France et Rosie sont aujourd’hui femmes et mamans. Bien qu’à l’aube de la quarantaine, toutes deux évoquent encore aujourd’hui un rapport compliqué au corps et à l’alimentation. « Quand je me trouve dans des périodes difficiles, je dois travailler sur moi pour me dire que les kilos en trop que je vois dans le miroir ne sont pas réels. Ce qui m’a aidée, c’est la sophrologie, la pleine conscience et puis, surtout, de m’entourer de gens bienveillants », explique France.
« Avec le recul, je me dis que la nourriture c’est très social et que ça veut souvent dire quelque chose d’autre quand on a un problème avec son alimentation. Je pense qu’en tant que parent, il faut aller chercher les réponses et les pistes ailleurs que dans l’assiette », poursuit France.

Le parent : pas le responsable, mais l’aidant

L’asbl Miata recommande aux proches de concentrer leurs efforts sur les solutions plutôt que sur les causes du trouble. Son expérience au sein de l’asbl démontre qu’on ne sort pas d’un trouble alimentaire tout·e seul·e. « Ces jeunes ont surtout besoin d’un cadre ferme et bienveillant et d’un soutien infaillible de leurs proches. Les parents doivent reprendre la main. Il vaut mieux ne pas tergiverser et aborder le sujet de façon claire : ‘Je vois que tu as maigri, je suis inquiet pour toi, je veux qu’on aille voir quelqu’un’. Surtout ne pas s’en remettre au jeune, puisqu’il est dans le déni et l’évitement ».

EN CHIFFRES

La répartition des troubles alimentaires

  • 10-15% anorexie, 30% boulimie et 55 à 60% de troubles non spécifiés.
  • Ils concernent principalement les 12-22 ans.
  • L’anorexie mentale touche 9 filles pour 1 garçon et la boulimie 7 filles pour 1 garçon.
  • Anorexie mentale : 70% guérison, 20% de chronicité, 10 % de mortalité.

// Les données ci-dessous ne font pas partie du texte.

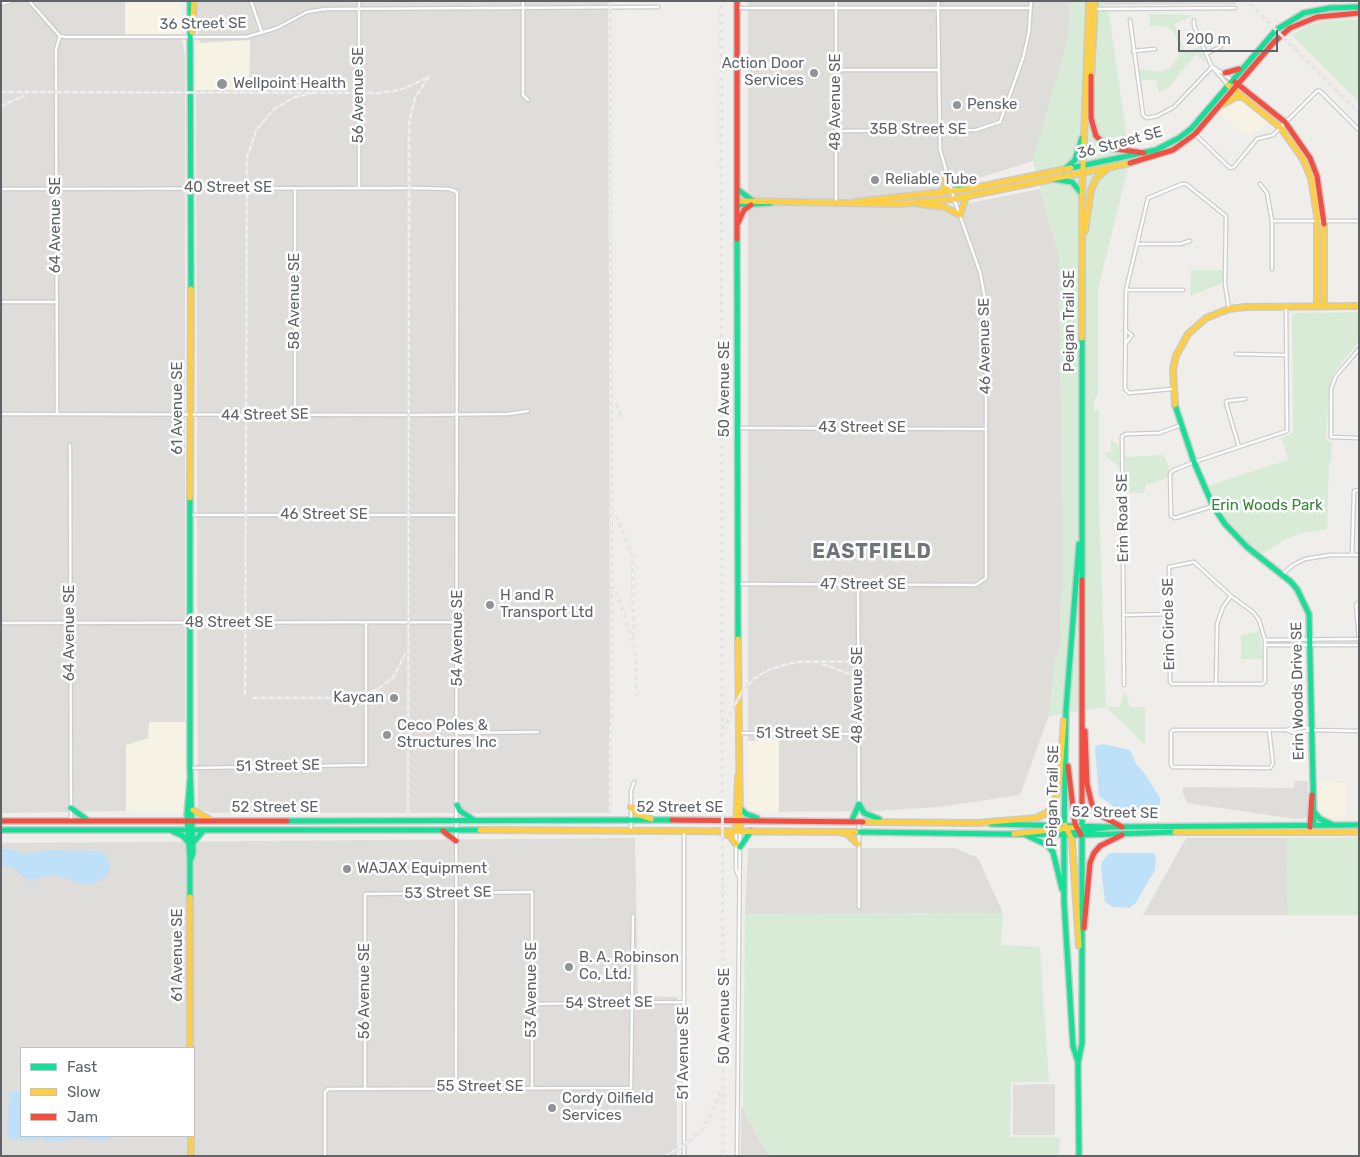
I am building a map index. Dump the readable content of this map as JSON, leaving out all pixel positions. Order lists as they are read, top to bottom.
{
  "streets": {
    "main road": [
      "36 Street SE",
      "Peigan Trail SE",
      "50 Avenue SE",
      "61 Avenue SE",
      "Erin Woods Drive SE",
      "52 Street SE"
    ],
    "street": [
      "56 Avenue SE",
      "48 Avenue SE",
      "35B Street SE",
      "40 Street SE",
      "64 Avenue SE",
      "58 Avenue SE",
      "46 Avenue SE",
      "44 Street SE",
      "43 Street SE",
      "46 Street SE",
      "Erin Road SE",
      "47 Street SE",
      "48 Street SE",
      "Erin Circle SE",
      "54 Avenue SE",
      "51 Street SE",
      "53 Street SE",
      "53 Avenue SE",
      "54 Street SE",
      "51 Avenue SE",
      "55 Street SE"
    ]
  },
  "crossings": [
    ["36 Street SE", "56 Avenue SE"],
    ["36 Street SE", "48 Avenue SE"],
    ["36 Street SE", "64 Avenue SE"],
    ["36 Street SE", "Peigan Trail SE"],
    ["36 Street SE", "46 Avenue SE"],
    ["36 Street SE", "50 Avenue SE"],
    ["36 Street SE", "61 Avenue SE"],
    ["56 Avenue SE", "40 Street SE"],
    ["56 Avenue SE", "53 Street SE"],
    ["56 Avenue SE", "55 Street SE"],
    ["48 Avenue SE", "35B Street SE"],
    ["48 Avenue SE", "47 Street SE"],
    ["48 Avenue SE", "51 Street SE"],
    ["35B Street SE", "46 Avenue SE"],
    ["40 Street SE", "64 Avenue SE"],
    ["40 Street SE", "58 Avenue SE"],
    ["40 Street SE", "61 Avenue SE"],
    ["40 Street SE", "54 Avenue SE"],
    ["64 Avenue SE", "44 Street SE"],
    ["64 Avenue SE", "48 Street SE"],
    ["64 Avenue SE", "52 Street SE"],
    ["58 Avenue SE", "44 Street SE"],
    ["Peigan Trail SE", "52 Street SE"],
    ["46 Avenue SE", "43 Street SE"],
    ["46 Avenue SE", "47 Street SE"],
    ["50 Avenue SE", "43 Street SE"],
    ["50 Avenue SE", "47 Street SE"],
    ["50 Avenue SE", "51 Street SE"],
    ["50 Avenue SE", "52 Street SE"],
    ["61 Avenue SE", "44 Street SE"],
    ["61 Avenue SE", "46 Street SE"],
    ["61 Avenue SE", "48 Street SE"],
    ["61 Avenue SE", "51 Street SE"],
    ["61 Avenue SE", "52 Street SE"],
    ["44 Street SE", "54 Avenue SE"],
    ["46 Street SE", "54 Avenue SE"],
    ["Erin Road SE", "Erin Woods Drive SE"],
    ["48 Street SE", "54 Avenue SE"],
    ["48 Street SE", "51 Street SE"],
    ["54 Avenue SE", "52 Street SE"],
    ["54 Avenue SE", "53 Street SE"],
    ["54 Avenue SE", "55 Street SE"],
    ["Erin Woods Drive SE", "52 Street SE"],
    ["52 Street SE", "51 Avenue SE"],
    ["53 Street SE", "53 Avenue SE"],
    ["53 Avenue SE", "54 Street SE"],
    ["53 Avenue SE", "55 Street SE"],
    ["54 Street SE", "51 Avenue SE"],
    ["54 Street SE", "55 Street SE"]
  ],
  "districts": ["EASTFIELD"],
  "parks": ["Erin Woods Park"],
  "places": [
    "Action Door Services",
    "Wellpoint Health",
    "Penske",
    "Reliable Tube",
    "H and R Transport Ltd",
    "Kaycan",
    "Ceco Poles & Structures Inc",
    "WAJAX Equipment",
    "B. A. Robinson Co, Ltd.",
    "Cordy Oilfield Services"
  ],
  "legend": ["Fast", "Slow", "Jam"],
  "scale_bar": "200 m"
}
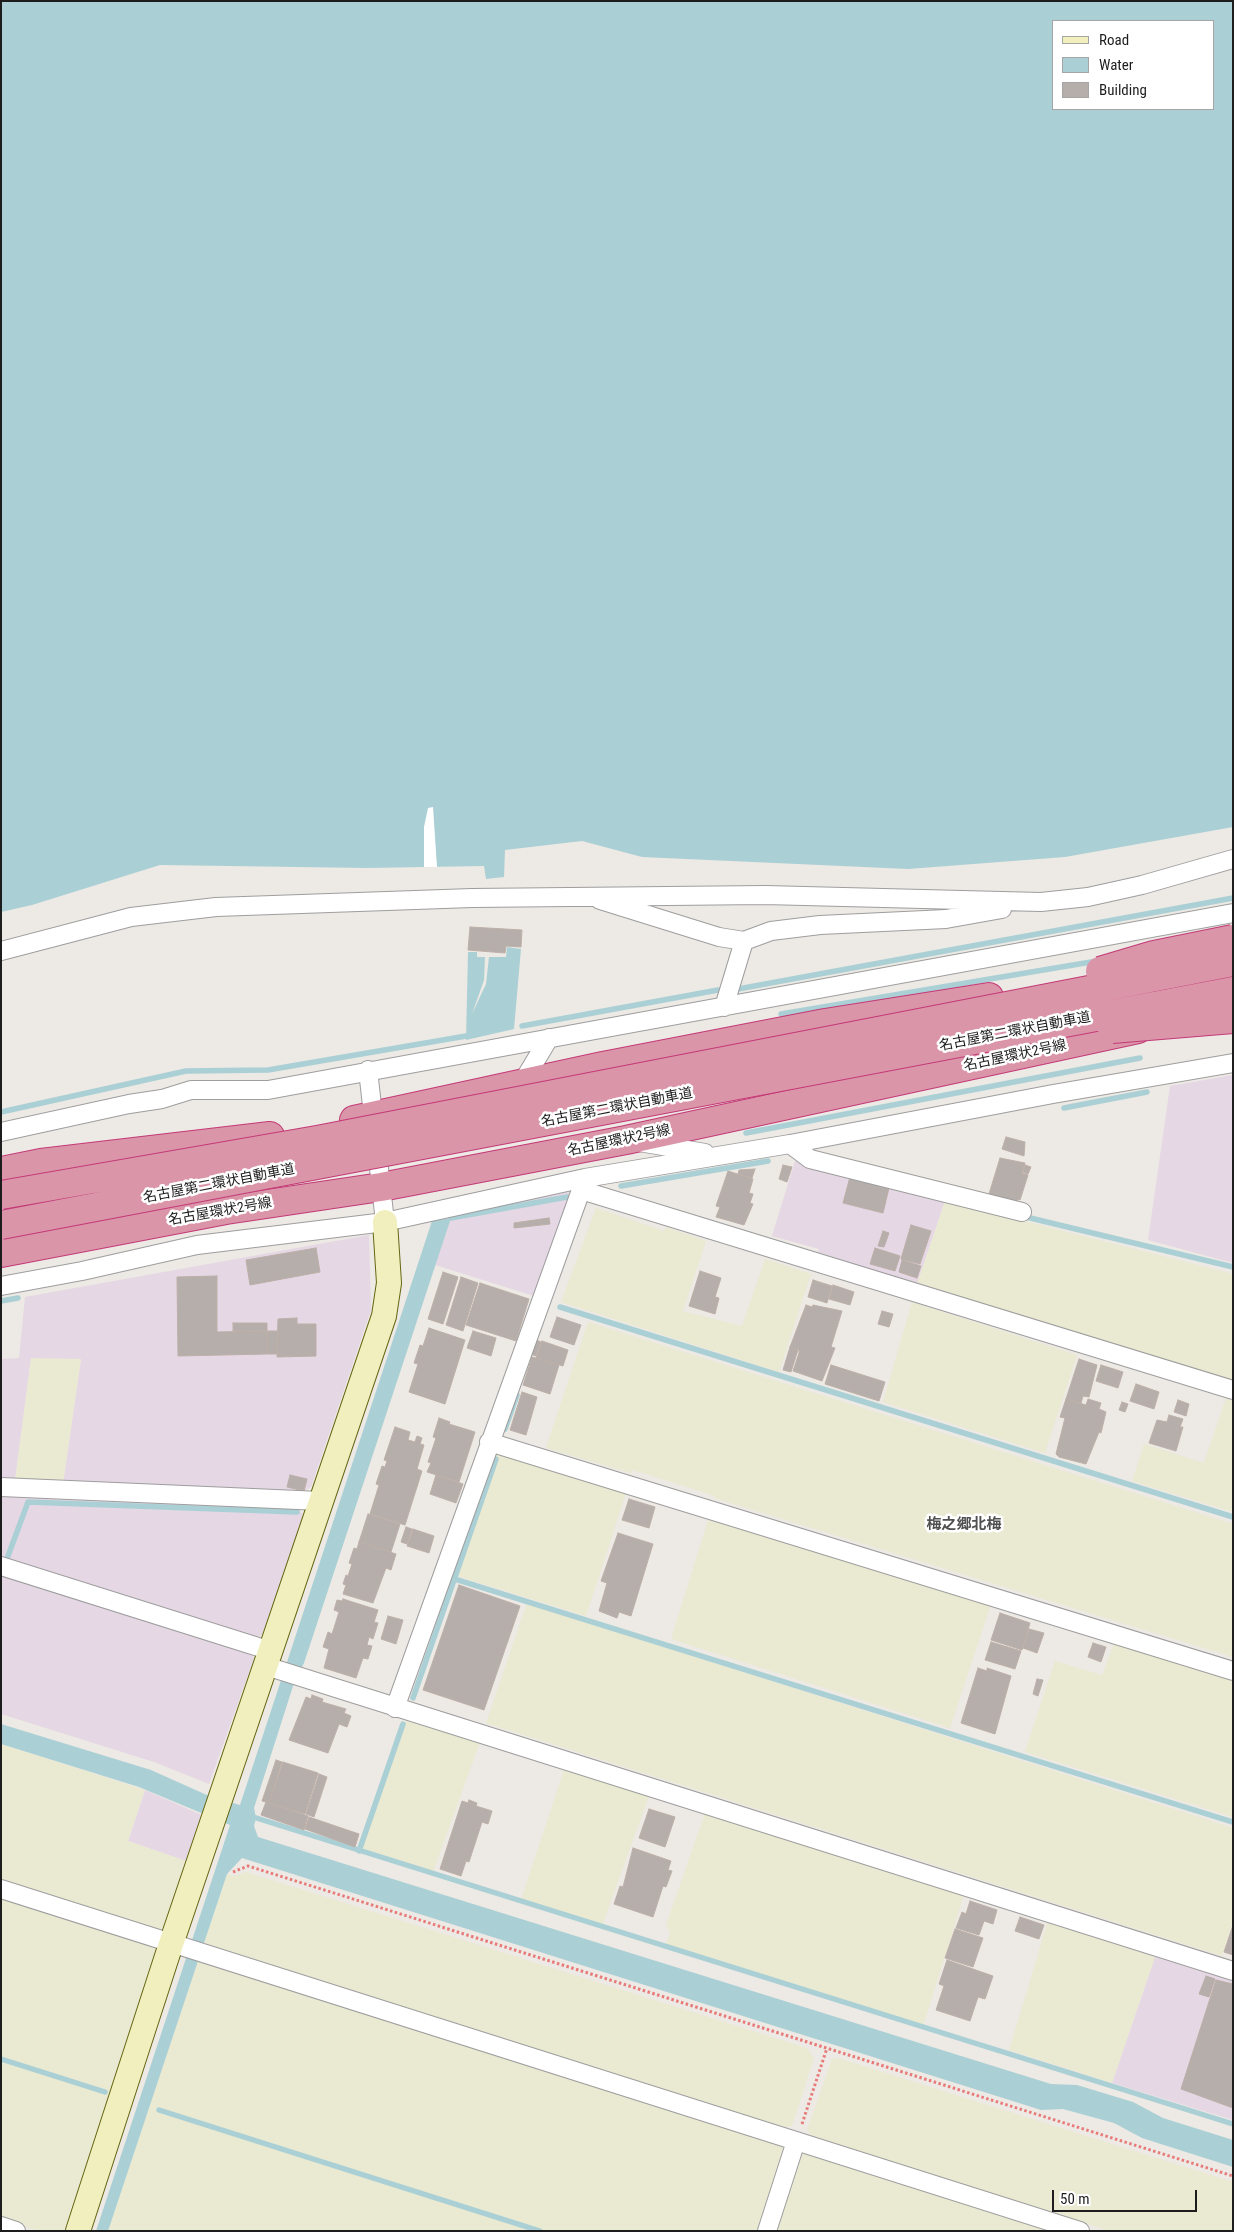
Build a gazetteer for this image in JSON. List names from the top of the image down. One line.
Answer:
{"streets":{"highway":["名古屋第二環状自動車道","名古屋環状2号線"]},"districts":["梅之郷北梅"],"legend":["Road","Water","Building"],"scale_bar":"50 m"}
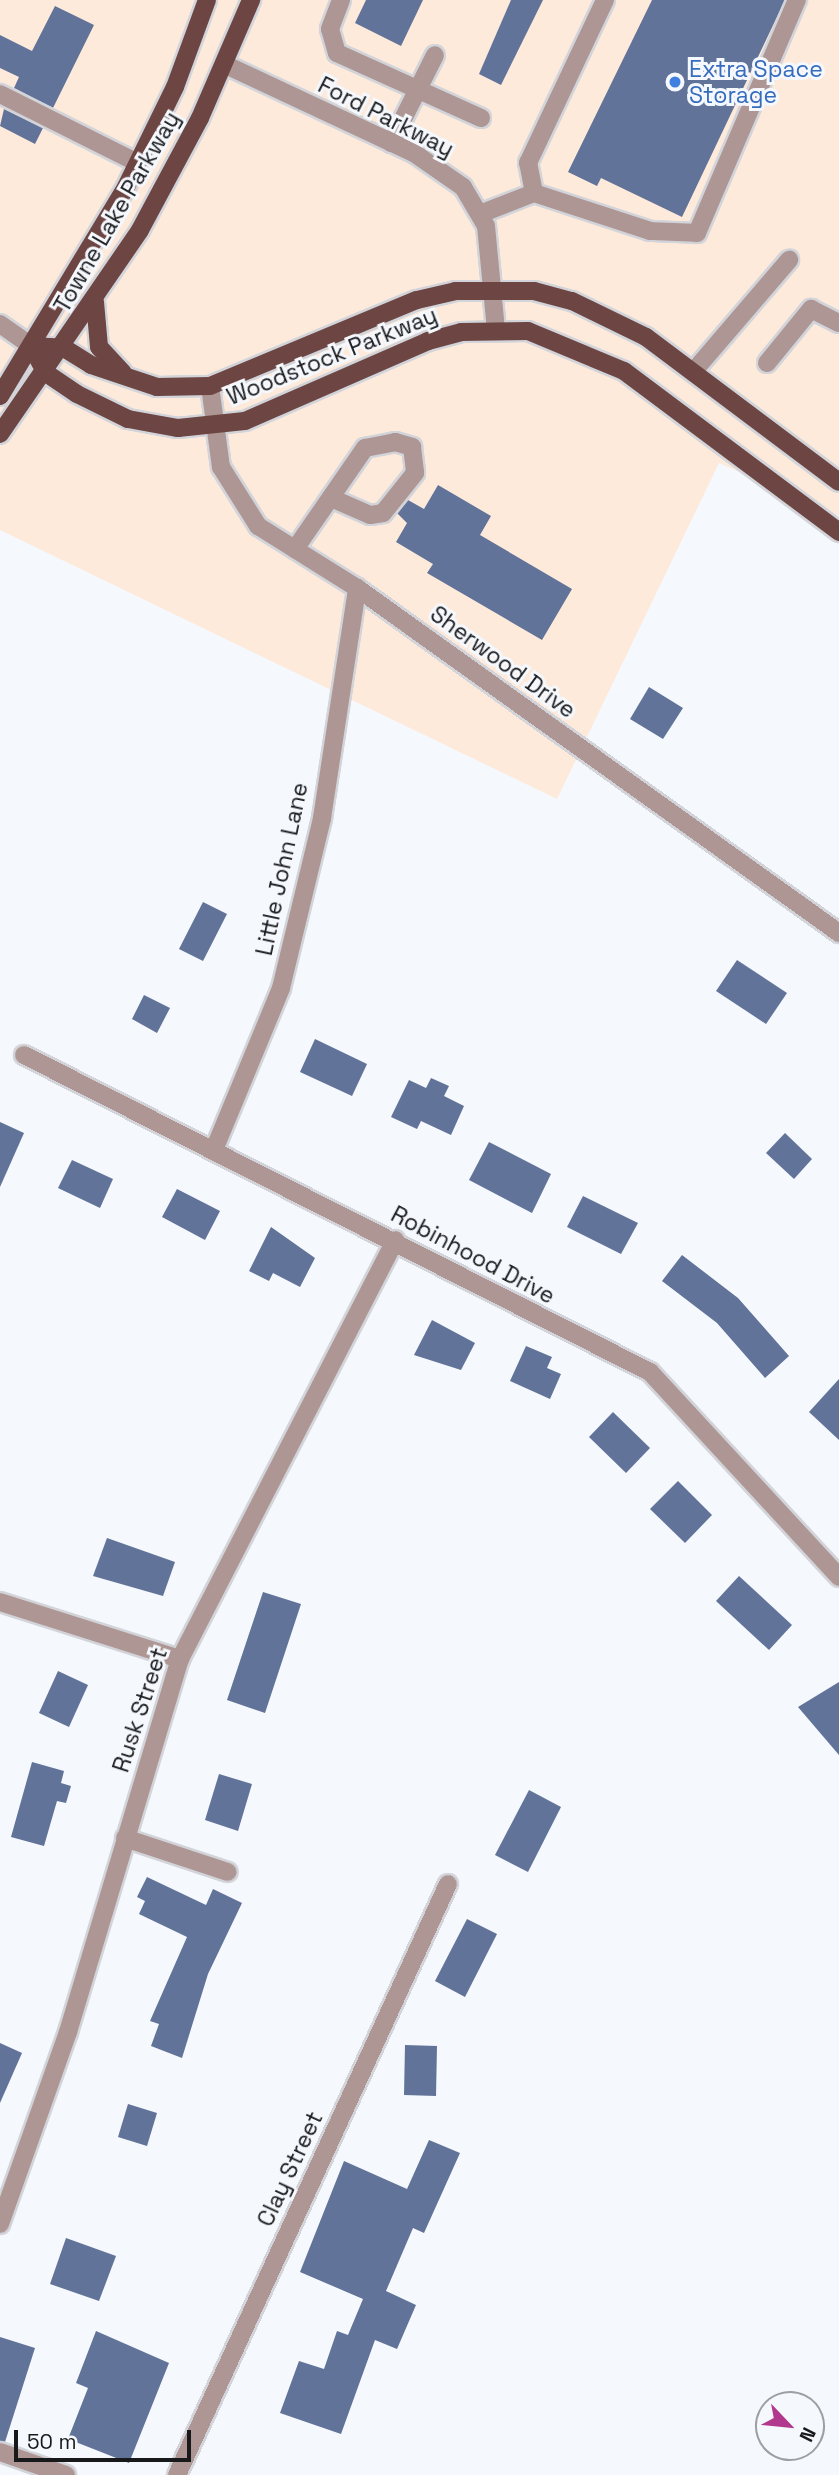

Source : Docteur Yves Simon - Programme Anorexie-Boulimie du centre hospitalier le Domaine (Braine-l’Alleud)

EN PRATIQUE

Des outils pour en parler

  • La Wallonie et Bruxelles comptent 12 centres de soins habilités à accompagner des jeunes souffrant de troubles alimentaires. Retrouvez la liste sur anorexie-boulimie.be
  • My skinny sister, un film de Sanna Lenken.
  • Comment aider votre fille à sortir de l’anorexie, un livre d’Yves Simon et Isabelle Simon-Baïssas (Odile Jacob).